Write out, word for word, only the data from its first line to the line containing "font-size:20px; font-style:normal; color:var(--muted)".

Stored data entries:

--- START ---

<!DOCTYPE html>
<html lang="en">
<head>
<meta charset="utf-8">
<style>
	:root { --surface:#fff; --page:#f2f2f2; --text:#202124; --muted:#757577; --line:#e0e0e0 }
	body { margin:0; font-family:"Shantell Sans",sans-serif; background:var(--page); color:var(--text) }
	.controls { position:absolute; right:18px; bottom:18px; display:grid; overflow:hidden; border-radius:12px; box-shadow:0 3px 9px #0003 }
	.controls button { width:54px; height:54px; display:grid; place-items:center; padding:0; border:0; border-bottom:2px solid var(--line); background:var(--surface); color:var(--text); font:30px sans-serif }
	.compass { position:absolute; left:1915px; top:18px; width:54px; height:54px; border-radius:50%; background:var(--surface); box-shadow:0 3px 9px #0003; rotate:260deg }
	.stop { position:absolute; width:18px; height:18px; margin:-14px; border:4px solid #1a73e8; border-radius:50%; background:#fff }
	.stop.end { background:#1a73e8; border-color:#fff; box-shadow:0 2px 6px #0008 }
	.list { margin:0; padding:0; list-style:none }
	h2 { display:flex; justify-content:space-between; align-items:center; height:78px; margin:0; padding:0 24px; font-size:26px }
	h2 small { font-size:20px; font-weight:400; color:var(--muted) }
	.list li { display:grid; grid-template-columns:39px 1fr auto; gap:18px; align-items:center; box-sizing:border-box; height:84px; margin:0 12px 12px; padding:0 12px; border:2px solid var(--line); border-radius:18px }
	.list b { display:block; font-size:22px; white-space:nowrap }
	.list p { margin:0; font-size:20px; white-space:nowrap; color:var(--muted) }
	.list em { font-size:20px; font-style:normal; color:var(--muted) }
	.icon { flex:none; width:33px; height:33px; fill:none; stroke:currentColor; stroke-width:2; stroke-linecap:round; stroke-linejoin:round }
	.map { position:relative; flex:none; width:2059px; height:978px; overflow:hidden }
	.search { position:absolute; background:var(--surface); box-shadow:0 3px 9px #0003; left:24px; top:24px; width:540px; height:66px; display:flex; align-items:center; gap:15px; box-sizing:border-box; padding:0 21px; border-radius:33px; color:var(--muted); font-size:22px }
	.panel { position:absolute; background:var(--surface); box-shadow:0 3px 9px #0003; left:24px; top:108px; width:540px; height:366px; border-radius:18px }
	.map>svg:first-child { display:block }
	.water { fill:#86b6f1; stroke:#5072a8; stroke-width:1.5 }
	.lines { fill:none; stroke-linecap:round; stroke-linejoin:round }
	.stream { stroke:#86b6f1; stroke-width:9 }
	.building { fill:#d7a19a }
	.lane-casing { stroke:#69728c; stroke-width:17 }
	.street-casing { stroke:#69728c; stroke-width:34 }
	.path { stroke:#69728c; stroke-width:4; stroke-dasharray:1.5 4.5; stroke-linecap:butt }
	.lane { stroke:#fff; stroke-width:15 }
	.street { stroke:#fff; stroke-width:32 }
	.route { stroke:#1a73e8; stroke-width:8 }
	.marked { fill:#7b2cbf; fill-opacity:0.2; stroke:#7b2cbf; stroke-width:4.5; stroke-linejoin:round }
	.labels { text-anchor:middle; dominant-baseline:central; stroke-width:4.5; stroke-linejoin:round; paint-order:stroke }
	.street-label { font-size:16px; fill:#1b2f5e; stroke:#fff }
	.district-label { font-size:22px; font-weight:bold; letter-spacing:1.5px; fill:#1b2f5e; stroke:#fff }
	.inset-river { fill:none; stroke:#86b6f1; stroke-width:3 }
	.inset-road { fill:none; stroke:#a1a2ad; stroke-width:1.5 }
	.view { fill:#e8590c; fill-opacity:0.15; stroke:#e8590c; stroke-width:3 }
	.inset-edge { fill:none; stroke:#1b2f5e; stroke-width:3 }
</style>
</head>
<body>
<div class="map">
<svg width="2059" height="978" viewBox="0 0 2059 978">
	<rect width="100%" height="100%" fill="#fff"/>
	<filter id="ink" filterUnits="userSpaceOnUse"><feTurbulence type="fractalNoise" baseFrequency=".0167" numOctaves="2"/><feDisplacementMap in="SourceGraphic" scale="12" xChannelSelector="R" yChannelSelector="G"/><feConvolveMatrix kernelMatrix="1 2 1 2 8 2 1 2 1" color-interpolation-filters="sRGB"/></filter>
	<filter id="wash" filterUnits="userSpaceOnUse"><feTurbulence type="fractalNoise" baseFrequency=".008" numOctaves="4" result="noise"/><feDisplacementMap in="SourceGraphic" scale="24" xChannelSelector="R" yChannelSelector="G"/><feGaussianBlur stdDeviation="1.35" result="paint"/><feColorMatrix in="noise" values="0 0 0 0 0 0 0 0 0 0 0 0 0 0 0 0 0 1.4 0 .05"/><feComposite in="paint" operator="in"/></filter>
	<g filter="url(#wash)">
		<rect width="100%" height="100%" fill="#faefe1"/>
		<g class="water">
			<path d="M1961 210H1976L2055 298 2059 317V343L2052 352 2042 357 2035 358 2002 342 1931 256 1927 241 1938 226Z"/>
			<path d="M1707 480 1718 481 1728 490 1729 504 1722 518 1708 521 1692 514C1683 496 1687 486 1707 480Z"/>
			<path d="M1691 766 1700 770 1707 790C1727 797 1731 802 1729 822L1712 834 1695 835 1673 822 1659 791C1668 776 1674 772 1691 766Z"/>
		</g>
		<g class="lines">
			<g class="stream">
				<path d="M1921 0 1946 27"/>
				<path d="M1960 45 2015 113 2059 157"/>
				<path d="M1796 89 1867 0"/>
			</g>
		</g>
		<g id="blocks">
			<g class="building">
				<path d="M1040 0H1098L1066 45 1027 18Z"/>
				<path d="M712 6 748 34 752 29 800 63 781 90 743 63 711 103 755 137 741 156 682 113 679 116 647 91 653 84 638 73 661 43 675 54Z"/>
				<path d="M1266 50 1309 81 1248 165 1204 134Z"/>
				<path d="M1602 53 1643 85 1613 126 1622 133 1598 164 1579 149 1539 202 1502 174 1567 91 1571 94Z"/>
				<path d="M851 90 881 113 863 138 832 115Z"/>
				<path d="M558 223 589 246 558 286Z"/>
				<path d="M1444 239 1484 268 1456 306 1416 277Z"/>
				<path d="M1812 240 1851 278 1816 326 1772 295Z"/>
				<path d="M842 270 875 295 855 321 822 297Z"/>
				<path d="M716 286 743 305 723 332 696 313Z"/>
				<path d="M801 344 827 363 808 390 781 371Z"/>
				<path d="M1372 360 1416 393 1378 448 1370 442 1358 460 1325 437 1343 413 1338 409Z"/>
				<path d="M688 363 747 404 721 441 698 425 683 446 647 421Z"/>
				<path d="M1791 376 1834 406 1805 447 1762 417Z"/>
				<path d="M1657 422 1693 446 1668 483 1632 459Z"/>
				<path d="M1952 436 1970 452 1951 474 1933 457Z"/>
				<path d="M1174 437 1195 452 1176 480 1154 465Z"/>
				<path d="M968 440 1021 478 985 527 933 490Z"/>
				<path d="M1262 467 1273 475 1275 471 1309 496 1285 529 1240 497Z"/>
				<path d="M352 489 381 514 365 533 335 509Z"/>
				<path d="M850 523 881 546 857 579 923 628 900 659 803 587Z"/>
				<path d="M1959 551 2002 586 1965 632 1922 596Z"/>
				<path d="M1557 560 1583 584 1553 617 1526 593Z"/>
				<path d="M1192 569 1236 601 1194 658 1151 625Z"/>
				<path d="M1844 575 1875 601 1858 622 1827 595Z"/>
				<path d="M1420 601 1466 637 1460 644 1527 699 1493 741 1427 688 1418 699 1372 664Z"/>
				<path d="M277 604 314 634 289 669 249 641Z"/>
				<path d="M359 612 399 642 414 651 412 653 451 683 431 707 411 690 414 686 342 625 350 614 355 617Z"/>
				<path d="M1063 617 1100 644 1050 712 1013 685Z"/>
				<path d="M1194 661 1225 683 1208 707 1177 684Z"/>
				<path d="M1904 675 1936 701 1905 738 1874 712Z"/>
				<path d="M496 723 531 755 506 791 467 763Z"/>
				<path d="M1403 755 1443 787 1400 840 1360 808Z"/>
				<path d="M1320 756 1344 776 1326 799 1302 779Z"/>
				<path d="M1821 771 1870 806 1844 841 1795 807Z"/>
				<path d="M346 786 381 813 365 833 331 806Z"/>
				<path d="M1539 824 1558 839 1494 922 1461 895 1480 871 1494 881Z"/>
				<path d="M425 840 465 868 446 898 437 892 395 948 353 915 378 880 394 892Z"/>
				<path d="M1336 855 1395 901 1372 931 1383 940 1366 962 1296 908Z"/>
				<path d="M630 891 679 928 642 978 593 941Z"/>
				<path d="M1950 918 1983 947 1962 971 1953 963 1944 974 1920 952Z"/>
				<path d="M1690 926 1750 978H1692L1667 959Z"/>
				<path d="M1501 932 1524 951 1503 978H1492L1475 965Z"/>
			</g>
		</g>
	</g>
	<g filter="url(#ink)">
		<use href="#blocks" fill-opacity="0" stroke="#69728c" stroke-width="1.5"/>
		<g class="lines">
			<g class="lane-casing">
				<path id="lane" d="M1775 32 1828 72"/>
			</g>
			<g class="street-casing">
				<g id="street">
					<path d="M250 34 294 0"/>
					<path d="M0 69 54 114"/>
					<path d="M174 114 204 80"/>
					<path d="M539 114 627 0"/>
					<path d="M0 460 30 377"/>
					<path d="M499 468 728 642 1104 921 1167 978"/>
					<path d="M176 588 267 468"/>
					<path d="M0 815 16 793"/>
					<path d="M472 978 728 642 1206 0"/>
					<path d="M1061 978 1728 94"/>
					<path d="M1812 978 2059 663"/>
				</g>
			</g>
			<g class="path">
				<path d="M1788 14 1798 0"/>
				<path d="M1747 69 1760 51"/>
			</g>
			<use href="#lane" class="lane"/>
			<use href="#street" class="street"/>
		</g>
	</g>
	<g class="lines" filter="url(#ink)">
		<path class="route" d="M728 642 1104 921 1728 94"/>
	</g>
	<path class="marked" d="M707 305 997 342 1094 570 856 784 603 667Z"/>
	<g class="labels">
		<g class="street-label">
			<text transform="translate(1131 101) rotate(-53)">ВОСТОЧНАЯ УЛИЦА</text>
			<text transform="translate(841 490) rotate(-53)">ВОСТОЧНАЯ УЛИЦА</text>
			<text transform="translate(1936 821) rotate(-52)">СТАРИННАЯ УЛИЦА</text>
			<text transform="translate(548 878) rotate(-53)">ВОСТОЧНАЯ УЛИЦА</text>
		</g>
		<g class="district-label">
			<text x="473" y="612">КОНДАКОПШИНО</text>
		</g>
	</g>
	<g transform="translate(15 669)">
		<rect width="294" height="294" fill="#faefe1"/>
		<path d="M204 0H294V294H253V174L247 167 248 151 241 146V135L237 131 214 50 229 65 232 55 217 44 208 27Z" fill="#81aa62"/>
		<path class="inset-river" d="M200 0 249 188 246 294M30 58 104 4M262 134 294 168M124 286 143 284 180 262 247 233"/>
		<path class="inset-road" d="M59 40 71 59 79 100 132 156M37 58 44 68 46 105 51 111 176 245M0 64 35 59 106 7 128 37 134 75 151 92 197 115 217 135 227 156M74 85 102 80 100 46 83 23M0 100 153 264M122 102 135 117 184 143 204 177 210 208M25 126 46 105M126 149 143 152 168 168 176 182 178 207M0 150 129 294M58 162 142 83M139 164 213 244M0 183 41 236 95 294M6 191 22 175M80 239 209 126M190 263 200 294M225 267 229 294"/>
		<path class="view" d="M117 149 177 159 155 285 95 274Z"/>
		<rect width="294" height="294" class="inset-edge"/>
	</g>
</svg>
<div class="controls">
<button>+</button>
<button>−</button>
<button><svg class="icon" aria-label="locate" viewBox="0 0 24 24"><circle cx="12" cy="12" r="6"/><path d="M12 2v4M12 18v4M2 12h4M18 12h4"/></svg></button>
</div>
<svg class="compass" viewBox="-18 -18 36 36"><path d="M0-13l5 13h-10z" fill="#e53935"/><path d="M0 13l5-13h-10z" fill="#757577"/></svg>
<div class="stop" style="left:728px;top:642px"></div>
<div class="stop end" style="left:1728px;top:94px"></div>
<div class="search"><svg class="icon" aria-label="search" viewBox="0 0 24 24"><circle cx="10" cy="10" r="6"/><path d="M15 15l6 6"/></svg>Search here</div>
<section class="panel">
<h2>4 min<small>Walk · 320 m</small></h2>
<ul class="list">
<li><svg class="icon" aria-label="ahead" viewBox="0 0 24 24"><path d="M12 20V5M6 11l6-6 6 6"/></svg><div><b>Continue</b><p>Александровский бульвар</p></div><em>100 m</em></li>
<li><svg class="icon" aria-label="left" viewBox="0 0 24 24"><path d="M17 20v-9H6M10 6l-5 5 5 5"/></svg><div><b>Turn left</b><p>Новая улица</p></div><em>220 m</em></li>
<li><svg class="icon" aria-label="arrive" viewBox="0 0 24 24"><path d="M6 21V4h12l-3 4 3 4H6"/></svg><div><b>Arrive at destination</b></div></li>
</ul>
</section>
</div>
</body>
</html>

--- END ---

Answer section
<!DOCTYPE html>
<html lang="en">
<head>
<meta charset="utf-8">
<style>
	:root { --surface:#fff; --page:#f2f2f2; --text:#202124; --muted:#757577; --line:#e0e0e0 }
	body { margin:0; font-family:"Shantell Sans",sans-serif; background:var(--page); color:var(--text) }
	.controls { position:absolute; right:18px; bottom:18px; display:grid; overflow:hidden; border-radius:12px; box-shadow:0 3px 9px #0003 }
	.controls button { width:54px; height:54px; display:grid; place-items:center; padding:0; border:0; border-bottom:2px solid var(--line); background:var(--surface); color:var(--text); font:30px sans-serif }
	.compass { position:absolute; left:1915px; top:18px; width:54px; height:54px; border-radius:50%; background:var(--surface); box-shadow:0 3px 9px #0003; rotate:260deg }
	.stop { position:absolute; width:18px; height:18px; margin:-14px; border:4px solid #1a73e8; border-radius:50%; background:#fff }
	.stop.end { background:#1a73e8; border-color:#fff; box-shadow:0 2px 6px #0008 }
	.list { margin:0; padding:0; list-style:none }
	h2 { display:flex; justify-content:space-between; align-items:center; height:78px; margin:0; padding:0 24px; font-size:26px }
	h2 small { font-size:20px; font-weight:400; color:var(--muted) }
	.list li { display:grid; grid-template-columns:39px 1fr auto; gap:18px; align-items:center; box-sizing:border-box; height:84px; margin:0 12px 12px; padding:0 12px; border:2px solid var(--line); border-radius:18px }
	.list b { display:block; font-size:22px; white-space:nowrap }
	.list p { margin:0; font-size:20px; white-space:nowrap; color:var(--muted) }
	.list em { font-size:20px; font-style:normal; color:var(--muted) }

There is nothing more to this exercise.